| Assigned task |
Work out how many lines in the listing below include the word "nowrap"; answer with the number alone.

########

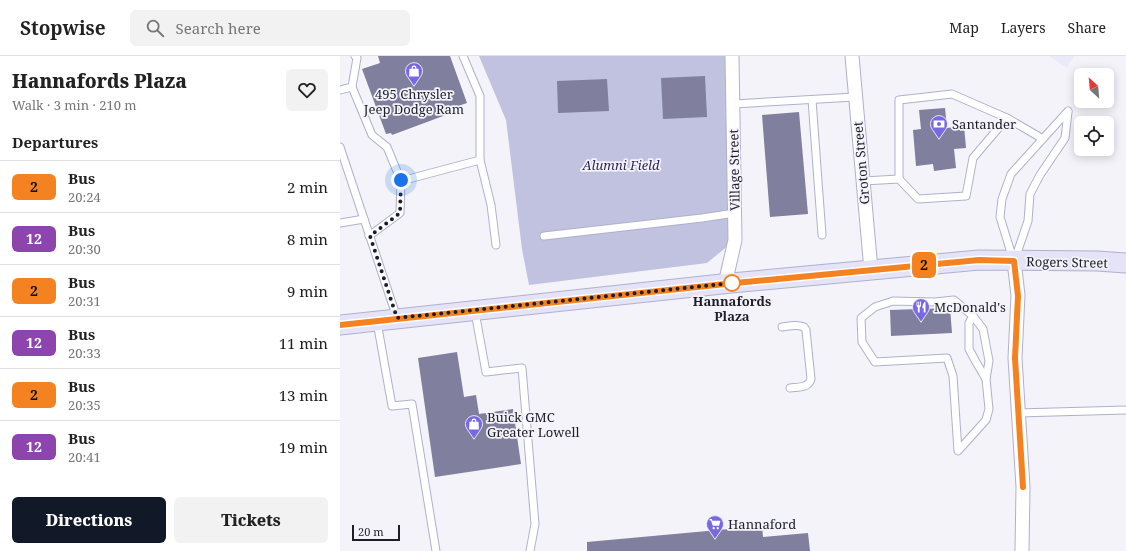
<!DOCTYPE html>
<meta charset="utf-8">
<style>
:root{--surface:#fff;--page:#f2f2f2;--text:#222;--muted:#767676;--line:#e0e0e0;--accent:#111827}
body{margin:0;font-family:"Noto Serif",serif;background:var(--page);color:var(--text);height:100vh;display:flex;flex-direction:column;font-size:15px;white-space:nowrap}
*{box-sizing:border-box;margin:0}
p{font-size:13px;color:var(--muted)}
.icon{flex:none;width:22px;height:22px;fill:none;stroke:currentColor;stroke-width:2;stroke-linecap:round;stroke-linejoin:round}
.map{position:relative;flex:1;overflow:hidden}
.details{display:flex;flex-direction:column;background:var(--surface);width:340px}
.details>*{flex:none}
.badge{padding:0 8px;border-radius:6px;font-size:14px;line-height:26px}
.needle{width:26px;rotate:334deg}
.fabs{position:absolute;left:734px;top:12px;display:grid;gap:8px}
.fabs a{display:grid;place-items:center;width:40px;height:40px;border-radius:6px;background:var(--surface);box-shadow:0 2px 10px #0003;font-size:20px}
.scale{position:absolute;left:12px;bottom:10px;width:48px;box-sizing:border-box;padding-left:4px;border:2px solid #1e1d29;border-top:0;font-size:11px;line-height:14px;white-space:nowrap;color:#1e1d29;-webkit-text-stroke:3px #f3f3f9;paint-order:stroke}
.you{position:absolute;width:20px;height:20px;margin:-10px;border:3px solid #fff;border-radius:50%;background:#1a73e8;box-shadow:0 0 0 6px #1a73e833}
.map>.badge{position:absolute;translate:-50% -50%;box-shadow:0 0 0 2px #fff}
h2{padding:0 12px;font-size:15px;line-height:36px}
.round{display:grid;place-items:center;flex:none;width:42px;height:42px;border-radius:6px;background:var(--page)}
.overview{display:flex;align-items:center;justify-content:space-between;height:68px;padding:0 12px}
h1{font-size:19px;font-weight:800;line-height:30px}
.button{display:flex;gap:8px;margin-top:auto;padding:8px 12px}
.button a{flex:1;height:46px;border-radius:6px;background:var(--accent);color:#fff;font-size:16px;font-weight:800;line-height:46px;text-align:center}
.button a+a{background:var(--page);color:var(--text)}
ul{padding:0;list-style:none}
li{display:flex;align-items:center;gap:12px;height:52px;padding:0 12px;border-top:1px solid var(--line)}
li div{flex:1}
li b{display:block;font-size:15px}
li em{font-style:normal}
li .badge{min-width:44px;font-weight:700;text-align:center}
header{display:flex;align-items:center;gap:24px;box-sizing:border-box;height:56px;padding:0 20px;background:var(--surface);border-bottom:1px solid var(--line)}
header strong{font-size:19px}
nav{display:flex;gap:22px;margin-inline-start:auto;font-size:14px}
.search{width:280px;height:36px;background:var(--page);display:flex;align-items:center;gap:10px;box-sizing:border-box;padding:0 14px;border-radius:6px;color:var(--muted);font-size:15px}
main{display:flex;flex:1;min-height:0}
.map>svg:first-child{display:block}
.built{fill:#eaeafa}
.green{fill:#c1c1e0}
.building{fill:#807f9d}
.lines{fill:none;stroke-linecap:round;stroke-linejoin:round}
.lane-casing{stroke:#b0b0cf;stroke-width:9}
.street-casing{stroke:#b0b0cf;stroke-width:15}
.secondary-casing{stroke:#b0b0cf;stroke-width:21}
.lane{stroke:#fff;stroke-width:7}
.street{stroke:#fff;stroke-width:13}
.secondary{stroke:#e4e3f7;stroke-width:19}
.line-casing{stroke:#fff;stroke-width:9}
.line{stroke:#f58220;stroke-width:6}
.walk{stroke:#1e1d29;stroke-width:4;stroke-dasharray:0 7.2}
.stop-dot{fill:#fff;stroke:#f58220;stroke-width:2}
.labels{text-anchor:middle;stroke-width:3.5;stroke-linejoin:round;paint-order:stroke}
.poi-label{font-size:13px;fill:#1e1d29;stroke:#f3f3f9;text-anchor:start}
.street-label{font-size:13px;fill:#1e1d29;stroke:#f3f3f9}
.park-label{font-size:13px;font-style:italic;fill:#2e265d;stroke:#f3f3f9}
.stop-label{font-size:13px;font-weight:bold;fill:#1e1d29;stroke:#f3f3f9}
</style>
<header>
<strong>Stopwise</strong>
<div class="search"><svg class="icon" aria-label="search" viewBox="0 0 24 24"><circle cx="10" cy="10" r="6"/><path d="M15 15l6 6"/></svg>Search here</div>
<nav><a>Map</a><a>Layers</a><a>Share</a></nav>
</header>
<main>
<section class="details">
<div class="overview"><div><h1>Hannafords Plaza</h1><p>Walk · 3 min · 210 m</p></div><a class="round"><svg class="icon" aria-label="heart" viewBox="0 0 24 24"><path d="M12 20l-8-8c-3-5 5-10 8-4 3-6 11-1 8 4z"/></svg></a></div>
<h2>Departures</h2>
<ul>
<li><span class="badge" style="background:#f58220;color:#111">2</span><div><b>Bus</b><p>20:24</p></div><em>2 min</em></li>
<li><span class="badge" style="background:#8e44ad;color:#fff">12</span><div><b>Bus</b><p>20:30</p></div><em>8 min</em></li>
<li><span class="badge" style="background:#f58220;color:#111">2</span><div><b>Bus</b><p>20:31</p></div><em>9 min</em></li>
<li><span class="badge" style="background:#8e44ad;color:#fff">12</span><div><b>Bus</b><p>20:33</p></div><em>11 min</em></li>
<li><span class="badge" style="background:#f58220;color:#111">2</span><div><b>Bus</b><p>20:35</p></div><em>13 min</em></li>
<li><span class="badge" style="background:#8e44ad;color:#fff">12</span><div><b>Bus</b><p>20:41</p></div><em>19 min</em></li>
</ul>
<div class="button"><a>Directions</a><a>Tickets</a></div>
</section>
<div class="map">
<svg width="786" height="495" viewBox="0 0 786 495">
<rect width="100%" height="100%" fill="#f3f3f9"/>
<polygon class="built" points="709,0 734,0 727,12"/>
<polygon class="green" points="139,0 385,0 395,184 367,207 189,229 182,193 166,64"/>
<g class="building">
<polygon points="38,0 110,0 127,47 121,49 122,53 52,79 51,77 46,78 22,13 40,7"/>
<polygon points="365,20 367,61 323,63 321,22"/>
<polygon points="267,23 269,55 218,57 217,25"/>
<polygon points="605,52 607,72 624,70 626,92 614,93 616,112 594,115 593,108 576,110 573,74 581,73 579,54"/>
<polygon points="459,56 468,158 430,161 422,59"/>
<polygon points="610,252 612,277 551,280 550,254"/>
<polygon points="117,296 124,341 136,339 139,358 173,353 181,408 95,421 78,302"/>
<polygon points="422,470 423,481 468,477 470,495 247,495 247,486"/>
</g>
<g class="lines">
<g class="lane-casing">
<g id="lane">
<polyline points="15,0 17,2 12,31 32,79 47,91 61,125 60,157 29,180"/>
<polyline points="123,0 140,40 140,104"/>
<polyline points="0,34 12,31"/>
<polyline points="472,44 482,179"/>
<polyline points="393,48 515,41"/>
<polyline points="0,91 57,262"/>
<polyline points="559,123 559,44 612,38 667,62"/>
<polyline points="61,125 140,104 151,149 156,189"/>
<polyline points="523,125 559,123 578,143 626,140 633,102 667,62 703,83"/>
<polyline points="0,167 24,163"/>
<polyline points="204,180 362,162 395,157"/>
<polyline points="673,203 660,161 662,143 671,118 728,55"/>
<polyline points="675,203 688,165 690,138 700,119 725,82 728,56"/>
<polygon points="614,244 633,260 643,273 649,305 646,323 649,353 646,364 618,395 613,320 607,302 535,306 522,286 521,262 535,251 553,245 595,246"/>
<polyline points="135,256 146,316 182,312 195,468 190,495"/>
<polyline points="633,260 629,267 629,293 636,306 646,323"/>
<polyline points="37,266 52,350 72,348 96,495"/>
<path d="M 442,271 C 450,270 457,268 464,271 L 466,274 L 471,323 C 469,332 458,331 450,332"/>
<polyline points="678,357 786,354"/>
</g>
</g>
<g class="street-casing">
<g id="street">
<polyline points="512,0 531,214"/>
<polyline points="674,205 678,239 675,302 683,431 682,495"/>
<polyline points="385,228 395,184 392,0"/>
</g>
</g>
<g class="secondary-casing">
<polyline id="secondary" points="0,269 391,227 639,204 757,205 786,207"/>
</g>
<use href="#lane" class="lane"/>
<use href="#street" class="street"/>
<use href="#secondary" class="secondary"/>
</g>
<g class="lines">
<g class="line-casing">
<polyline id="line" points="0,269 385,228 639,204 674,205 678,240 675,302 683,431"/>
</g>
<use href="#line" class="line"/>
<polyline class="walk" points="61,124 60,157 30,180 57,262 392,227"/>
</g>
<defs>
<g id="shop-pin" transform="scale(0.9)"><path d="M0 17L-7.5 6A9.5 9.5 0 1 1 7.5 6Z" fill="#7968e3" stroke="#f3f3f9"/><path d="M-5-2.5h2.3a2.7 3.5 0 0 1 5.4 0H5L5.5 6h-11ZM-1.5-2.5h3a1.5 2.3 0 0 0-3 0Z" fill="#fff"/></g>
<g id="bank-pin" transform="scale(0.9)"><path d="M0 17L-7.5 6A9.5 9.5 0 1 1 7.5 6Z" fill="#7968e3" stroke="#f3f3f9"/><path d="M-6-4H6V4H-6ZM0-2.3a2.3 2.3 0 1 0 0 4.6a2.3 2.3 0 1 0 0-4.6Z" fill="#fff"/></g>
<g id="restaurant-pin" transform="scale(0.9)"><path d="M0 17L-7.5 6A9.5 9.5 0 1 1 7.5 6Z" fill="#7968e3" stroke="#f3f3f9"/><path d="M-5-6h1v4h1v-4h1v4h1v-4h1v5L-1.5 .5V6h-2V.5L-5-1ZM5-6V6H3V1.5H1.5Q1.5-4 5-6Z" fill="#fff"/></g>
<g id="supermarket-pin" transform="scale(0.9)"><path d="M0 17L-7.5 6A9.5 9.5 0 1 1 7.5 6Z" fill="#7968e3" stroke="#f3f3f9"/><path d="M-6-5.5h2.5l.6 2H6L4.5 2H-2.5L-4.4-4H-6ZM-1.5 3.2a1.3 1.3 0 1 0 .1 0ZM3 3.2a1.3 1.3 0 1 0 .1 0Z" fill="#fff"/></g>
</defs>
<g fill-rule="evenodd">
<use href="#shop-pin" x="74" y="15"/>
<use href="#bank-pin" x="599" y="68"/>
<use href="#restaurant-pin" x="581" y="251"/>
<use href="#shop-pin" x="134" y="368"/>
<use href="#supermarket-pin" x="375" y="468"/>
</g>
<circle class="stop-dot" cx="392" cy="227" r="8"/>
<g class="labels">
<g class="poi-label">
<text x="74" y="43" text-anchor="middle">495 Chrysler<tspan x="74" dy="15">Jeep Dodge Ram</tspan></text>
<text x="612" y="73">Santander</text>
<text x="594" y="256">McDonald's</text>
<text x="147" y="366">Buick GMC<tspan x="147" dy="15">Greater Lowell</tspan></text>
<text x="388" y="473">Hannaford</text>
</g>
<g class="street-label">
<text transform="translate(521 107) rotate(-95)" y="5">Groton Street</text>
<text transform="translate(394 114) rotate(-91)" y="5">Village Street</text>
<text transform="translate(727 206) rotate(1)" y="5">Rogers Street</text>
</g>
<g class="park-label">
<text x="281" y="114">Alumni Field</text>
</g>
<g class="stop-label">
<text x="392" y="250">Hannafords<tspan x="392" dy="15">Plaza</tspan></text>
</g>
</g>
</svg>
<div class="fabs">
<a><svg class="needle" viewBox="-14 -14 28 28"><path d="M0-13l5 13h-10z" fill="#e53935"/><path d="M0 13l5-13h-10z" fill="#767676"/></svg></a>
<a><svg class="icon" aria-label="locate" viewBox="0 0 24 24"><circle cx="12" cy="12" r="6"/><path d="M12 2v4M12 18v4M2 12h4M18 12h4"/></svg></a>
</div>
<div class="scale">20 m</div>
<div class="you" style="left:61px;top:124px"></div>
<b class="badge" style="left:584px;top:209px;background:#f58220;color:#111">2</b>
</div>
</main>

########

| Task result |
2